(Stored data)

━━━━━━━━━━━━━━━━━━━━━━━━━━━━━━

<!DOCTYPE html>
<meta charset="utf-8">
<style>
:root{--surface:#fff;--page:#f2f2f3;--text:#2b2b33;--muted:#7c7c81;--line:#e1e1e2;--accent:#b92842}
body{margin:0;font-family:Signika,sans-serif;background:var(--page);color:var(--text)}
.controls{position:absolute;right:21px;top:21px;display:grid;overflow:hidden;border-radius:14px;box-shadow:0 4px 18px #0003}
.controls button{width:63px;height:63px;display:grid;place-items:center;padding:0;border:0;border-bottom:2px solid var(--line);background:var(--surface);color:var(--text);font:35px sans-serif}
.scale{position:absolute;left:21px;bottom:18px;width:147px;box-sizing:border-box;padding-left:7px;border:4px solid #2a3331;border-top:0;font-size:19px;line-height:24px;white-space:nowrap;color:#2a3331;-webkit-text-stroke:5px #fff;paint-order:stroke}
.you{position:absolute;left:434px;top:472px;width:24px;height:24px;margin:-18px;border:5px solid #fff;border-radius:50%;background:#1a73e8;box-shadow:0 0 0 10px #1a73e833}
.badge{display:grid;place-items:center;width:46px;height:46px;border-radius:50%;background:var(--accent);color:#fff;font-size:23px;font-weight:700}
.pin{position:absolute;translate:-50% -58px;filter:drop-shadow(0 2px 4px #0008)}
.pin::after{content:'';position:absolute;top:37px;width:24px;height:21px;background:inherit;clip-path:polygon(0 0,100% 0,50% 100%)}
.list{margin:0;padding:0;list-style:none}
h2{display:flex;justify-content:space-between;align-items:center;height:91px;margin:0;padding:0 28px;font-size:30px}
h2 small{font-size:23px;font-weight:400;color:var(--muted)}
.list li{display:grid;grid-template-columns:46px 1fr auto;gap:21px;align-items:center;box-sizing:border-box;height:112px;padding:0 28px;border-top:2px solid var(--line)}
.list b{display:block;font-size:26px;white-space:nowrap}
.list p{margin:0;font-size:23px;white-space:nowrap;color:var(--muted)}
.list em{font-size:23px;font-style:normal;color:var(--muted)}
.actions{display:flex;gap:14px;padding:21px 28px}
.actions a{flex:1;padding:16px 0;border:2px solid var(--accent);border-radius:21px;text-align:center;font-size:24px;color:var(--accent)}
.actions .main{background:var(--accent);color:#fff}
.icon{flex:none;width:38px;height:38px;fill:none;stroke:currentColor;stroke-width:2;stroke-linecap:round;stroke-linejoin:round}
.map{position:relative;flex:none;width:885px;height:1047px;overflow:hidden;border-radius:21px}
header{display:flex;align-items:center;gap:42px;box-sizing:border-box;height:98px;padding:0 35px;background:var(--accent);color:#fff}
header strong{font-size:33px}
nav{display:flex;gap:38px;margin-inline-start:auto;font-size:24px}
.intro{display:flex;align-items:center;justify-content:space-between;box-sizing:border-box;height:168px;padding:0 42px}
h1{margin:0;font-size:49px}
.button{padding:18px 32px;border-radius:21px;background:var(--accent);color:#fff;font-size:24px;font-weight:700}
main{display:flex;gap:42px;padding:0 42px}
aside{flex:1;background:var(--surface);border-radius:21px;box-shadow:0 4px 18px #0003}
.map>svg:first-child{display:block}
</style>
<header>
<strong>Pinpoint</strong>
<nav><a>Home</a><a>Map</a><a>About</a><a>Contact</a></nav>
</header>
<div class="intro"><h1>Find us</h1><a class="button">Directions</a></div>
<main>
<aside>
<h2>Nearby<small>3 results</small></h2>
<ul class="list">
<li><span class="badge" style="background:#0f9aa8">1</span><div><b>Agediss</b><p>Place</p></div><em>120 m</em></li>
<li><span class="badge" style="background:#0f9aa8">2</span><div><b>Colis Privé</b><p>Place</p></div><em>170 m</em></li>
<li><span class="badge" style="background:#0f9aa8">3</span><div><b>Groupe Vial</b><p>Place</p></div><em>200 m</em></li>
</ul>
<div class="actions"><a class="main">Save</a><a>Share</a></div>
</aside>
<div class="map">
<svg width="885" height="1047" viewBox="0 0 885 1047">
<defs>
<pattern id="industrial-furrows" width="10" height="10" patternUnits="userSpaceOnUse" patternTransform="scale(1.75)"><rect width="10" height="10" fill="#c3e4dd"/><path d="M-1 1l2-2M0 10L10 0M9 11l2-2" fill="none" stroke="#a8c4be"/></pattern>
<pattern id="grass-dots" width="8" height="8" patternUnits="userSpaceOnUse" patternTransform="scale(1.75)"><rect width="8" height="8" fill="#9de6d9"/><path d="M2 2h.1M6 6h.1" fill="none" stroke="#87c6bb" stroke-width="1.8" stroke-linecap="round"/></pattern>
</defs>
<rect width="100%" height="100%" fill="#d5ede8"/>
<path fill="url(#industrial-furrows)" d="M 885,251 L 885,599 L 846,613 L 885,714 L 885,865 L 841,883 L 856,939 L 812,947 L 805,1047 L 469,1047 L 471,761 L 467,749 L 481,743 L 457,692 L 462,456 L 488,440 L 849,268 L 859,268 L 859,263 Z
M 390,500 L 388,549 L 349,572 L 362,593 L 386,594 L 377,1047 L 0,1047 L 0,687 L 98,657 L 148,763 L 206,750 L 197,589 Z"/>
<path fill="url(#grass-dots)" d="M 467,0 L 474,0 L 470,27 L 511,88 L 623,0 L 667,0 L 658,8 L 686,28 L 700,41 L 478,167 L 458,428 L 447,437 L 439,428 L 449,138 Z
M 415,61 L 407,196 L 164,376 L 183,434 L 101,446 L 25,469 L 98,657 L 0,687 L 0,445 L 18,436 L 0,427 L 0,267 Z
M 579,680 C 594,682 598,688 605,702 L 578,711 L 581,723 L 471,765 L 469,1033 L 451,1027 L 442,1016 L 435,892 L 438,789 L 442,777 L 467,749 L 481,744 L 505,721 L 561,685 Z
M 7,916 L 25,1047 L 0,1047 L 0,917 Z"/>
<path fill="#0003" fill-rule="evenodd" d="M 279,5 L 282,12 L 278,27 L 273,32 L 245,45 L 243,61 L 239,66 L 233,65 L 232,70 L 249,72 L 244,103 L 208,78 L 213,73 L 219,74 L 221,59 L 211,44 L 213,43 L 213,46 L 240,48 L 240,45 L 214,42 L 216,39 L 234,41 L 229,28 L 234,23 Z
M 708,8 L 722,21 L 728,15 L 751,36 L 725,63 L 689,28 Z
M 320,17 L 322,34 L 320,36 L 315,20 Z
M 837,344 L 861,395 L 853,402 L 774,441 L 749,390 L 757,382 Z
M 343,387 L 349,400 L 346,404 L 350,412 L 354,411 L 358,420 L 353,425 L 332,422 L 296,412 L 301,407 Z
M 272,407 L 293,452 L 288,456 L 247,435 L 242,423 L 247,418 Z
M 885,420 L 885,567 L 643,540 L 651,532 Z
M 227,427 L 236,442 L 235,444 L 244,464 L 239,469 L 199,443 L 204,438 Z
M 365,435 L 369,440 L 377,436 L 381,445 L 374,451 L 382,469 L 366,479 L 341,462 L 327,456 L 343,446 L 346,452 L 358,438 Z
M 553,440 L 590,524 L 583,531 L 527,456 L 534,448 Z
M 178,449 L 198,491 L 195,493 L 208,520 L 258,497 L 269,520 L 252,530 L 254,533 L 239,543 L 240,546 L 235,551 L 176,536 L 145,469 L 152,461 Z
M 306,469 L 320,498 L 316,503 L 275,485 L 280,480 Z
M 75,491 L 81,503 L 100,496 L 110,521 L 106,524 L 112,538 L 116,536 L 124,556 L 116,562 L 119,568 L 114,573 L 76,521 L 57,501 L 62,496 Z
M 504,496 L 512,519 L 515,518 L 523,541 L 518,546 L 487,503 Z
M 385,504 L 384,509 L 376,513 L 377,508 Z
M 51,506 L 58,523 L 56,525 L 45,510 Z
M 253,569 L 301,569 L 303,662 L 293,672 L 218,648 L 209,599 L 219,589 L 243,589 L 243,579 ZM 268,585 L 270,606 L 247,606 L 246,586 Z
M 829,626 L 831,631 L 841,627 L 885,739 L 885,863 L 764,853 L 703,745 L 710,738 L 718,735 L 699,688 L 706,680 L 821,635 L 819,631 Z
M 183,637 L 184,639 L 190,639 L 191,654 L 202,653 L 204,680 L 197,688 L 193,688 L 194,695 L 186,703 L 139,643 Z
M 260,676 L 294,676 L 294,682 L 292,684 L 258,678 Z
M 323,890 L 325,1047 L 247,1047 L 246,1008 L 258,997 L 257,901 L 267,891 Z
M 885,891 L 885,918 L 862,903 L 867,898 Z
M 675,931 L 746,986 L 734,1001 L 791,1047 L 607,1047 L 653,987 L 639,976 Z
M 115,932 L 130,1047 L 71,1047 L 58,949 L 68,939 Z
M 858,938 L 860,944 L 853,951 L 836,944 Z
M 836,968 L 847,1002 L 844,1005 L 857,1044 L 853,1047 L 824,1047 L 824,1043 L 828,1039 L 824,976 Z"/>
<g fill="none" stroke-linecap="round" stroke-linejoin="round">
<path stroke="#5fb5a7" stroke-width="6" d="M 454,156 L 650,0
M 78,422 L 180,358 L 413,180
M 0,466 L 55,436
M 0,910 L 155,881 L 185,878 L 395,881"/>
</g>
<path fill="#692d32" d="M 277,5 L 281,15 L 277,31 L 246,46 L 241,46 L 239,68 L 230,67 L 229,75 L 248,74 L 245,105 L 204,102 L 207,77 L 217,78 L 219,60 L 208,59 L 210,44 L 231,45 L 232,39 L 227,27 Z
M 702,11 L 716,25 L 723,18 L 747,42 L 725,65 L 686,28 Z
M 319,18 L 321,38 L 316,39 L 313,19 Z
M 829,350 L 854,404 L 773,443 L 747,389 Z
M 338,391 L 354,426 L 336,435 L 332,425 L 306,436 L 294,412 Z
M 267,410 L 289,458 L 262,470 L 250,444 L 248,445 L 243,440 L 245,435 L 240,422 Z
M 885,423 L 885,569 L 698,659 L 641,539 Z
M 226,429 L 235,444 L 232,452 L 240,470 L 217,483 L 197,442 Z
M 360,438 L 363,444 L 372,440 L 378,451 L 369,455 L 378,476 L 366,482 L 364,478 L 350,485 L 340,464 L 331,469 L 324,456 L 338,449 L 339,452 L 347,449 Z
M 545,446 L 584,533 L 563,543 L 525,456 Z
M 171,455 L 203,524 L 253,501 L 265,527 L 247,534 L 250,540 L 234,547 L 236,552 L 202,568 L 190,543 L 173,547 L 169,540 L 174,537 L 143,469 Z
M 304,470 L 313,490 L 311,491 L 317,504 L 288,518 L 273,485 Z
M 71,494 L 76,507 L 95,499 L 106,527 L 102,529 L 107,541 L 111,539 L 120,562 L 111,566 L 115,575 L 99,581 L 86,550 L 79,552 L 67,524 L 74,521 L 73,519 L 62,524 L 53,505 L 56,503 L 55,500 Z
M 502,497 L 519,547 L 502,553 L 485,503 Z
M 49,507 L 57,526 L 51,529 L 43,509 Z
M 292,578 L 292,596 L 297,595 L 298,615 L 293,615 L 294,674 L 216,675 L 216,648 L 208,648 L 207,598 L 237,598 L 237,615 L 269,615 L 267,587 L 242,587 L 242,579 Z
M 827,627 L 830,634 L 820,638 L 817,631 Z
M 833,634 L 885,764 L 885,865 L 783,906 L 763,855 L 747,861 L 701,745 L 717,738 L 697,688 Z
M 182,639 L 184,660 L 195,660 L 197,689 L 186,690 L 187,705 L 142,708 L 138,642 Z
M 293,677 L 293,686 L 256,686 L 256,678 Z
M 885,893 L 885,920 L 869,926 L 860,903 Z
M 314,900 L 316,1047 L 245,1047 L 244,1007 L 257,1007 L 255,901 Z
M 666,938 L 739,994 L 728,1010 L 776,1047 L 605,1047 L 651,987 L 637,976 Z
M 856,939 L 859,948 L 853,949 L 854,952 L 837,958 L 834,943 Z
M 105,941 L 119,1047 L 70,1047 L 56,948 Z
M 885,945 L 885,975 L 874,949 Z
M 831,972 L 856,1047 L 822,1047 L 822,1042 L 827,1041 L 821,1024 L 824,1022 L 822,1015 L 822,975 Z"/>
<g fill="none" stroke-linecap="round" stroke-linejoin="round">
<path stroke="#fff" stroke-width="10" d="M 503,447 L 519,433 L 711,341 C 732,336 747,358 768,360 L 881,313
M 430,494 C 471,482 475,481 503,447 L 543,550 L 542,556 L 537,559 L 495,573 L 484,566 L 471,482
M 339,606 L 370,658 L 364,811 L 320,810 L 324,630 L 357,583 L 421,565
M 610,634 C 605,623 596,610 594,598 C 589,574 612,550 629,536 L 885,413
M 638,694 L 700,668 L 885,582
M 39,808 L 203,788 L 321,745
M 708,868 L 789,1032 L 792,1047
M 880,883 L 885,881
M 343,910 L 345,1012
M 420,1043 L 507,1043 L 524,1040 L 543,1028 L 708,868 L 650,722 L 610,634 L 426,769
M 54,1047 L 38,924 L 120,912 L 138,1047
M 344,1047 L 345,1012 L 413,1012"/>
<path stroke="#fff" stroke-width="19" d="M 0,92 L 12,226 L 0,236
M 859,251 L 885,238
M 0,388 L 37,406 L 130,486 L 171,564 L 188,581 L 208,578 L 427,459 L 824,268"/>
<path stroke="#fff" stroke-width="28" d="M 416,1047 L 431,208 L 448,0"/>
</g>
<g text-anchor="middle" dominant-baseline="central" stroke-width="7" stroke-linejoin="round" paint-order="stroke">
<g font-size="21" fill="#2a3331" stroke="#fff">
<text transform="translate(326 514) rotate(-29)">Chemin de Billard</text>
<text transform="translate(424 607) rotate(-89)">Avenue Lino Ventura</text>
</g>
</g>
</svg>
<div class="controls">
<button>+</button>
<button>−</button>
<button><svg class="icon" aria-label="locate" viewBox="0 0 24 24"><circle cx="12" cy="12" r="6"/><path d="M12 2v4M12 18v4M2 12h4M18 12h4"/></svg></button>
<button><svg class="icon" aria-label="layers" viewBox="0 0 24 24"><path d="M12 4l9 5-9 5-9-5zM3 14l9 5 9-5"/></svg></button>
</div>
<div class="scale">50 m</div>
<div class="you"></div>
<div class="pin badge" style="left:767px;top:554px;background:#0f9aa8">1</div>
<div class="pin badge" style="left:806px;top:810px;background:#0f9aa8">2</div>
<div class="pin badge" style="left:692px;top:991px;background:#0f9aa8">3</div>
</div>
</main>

━━━━━━━━━━━━━━━━━━━━━━━━━━━━━━

■ What this task involves: Gather from the data above every line with the string "aside".

■ Answer to this task:
aside{flex:1;background:var(--surface);border-radius:21px;box-shadow:0 4px 18px #0003}
<aside>
</aside>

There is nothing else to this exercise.